TASK REQUIREMENTS:
Where in the records does the word "solid" occur? Copy each line in which it does.

---

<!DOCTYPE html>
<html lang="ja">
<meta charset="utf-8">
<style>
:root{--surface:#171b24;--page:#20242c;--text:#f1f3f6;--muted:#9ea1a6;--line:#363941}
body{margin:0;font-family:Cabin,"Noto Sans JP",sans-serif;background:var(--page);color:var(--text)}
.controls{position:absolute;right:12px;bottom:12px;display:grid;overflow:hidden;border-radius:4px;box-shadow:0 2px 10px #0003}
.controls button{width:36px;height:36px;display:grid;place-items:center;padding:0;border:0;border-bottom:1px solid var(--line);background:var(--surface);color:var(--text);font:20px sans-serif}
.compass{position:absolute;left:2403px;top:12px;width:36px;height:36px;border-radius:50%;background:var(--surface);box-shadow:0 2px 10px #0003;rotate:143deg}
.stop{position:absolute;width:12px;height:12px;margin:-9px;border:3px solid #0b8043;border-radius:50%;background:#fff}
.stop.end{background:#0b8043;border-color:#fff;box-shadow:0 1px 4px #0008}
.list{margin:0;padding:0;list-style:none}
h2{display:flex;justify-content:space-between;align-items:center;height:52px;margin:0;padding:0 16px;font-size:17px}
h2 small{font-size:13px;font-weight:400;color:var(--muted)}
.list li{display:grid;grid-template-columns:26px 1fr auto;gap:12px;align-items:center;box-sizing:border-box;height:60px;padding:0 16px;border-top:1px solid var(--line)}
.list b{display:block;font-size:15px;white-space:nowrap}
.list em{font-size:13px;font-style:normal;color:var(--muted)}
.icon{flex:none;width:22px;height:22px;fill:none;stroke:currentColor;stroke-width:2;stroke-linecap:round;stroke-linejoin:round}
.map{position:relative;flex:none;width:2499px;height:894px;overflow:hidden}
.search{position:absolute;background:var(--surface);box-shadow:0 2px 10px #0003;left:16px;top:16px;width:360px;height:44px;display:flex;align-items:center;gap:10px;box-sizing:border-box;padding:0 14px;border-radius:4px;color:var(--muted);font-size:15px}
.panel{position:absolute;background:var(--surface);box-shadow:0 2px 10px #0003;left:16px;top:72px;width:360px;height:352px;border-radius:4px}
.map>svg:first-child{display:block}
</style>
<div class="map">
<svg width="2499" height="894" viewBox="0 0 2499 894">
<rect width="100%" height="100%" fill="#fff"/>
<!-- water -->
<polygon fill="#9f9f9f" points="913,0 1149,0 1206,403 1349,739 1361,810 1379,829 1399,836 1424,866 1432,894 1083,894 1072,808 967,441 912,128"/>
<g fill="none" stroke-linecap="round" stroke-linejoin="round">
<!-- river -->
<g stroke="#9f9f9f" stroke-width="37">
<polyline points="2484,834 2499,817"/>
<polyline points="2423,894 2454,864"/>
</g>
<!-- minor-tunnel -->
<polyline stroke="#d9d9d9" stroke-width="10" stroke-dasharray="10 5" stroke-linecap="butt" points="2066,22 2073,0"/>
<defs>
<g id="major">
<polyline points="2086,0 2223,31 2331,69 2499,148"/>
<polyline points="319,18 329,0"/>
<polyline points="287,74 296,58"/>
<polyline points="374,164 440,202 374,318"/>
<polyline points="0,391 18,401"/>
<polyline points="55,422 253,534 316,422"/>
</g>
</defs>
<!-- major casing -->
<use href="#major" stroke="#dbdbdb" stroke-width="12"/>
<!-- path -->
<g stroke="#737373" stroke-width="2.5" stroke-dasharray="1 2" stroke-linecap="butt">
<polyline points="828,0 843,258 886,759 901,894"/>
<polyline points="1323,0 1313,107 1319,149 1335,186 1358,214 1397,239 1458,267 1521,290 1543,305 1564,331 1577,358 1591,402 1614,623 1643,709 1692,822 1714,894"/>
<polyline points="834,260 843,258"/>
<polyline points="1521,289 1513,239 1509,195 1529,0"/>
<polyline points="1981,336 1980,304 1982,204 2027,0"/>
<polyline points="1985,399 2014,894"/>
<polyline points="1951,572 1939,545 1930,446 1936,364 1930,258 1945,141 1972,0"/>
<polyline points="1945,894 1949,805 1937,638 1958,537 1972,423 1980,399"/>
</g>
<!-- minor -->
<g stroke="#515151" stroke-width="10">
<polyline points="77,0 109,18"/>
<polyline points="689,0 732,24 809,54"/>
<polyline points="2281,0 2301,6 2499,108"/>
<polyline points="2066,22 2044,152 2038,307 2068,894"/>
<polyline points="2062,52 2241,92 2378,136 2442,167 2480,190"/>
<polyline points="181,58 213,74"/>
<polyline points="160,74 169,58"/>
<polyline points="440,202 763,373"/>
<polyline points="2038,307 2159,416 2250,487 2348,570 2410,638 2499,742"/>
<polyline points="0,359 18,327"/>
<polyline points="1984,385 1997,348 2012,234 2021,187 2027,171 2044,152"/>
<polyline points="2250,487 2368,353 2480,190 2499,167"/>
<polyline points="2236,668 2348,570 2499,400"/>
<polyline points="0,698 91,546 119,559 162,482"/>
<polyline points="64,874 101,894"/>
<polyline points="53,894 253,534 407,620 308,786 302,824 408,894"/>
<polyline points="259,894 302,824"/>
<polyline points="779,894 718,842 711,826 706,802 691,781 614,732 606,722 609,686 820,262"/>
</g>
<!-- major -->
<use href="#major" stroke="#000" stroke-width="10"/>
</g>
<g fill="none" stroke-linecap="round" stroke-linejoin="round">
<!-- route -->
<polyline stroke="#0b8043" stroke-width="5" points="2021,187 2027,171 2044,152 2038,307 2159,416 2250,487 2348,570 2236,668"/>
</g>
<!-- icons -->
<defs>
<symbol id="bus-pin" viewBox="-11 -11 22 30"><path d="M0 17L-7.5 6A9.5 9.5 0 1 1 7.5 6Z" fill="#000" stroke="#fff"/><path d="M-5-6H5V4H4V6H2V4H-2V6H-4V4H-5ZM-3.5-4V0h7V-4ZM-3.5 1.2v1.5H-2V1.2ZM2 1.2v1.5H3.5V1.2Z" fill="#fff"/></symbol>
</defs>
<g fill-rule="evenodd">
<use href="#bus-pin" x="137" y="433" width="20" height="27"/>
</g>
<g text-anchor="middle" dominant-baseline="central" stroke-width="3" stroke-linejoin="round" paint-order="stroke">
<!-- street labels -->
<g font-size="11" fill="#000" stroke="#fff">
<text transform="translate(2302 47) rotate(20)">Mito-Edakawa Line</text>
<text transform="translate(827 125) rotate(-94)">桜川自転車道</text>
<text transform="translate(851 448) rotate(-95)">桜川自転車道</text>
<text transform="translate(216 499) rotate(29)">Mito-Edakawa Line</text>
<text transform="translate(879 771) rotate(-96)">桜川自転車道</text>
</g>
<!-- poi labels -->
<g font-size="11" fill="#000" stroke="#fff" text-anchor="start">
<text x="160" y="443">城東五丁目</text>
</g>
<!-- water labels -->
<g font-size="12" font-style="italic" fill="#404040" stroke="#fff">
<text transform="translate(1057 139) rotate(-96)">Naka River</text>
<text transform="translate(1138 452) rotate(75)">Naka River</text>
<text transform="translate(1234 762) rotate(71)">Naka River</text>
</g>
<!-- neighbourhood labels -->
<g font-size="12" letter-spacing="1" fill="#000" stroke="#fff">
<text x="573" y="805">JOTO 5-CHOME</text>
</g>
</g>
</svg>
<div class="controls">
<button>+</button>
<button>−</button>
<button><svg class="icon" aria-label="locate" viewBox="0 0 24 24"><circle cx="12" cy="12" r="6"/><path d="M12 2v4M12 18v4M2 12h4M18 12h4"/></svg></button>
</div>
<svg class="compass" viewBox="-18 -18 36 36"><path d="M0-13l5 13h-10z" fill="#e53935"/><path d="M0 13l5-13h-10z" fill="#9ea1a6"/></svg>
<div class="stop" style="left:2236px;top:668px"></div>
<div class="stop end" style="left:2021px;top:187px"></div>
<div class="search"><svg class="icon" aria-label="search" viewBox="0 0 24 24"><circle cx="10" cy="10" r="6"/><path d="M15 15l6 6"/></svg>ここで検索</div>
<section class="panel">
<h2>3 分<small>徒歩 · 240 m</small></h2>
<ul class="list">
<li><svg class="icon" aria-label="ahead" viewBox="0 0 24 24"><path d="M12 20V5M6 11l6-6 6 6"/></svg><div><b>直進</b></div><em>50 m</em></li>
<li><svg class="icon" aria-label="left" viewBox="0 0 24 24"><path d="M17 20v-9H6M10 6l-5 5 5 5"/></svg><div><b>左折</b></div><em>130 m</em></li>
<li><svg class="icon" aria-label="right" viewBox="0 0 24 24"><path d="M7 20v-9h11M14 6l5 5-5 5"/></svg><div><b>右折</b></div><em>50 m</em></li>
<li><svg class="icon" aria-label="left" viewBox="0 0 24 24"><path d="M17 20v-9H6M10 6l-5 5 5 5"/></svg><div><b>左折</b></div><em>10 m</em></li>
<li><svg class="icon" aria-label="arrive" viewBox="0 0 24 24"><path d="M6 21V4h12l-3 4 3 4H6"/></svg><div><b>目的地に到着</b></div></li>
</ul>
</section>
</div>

---

YOUR RESPONSE:
.controls button{width:36px;height:36px;display:grid;place-items:center;padding:0;border:0;border-bottom:1px solid var(--line);background:var(--surface);color:var(--text);font:20px sans-serif}
.stop{position:absolute;width:12px;height:12px;margin:-9px;border:3px solid #0b8043;border-radius:50%;background:#fff}
.list li{display:grid;grid-template-columns:26px 1fr auto;gap:12px;align-items:center;box-sizing:border-box;height:60px;padding:0 16px;border-top:1px solid var(--line)}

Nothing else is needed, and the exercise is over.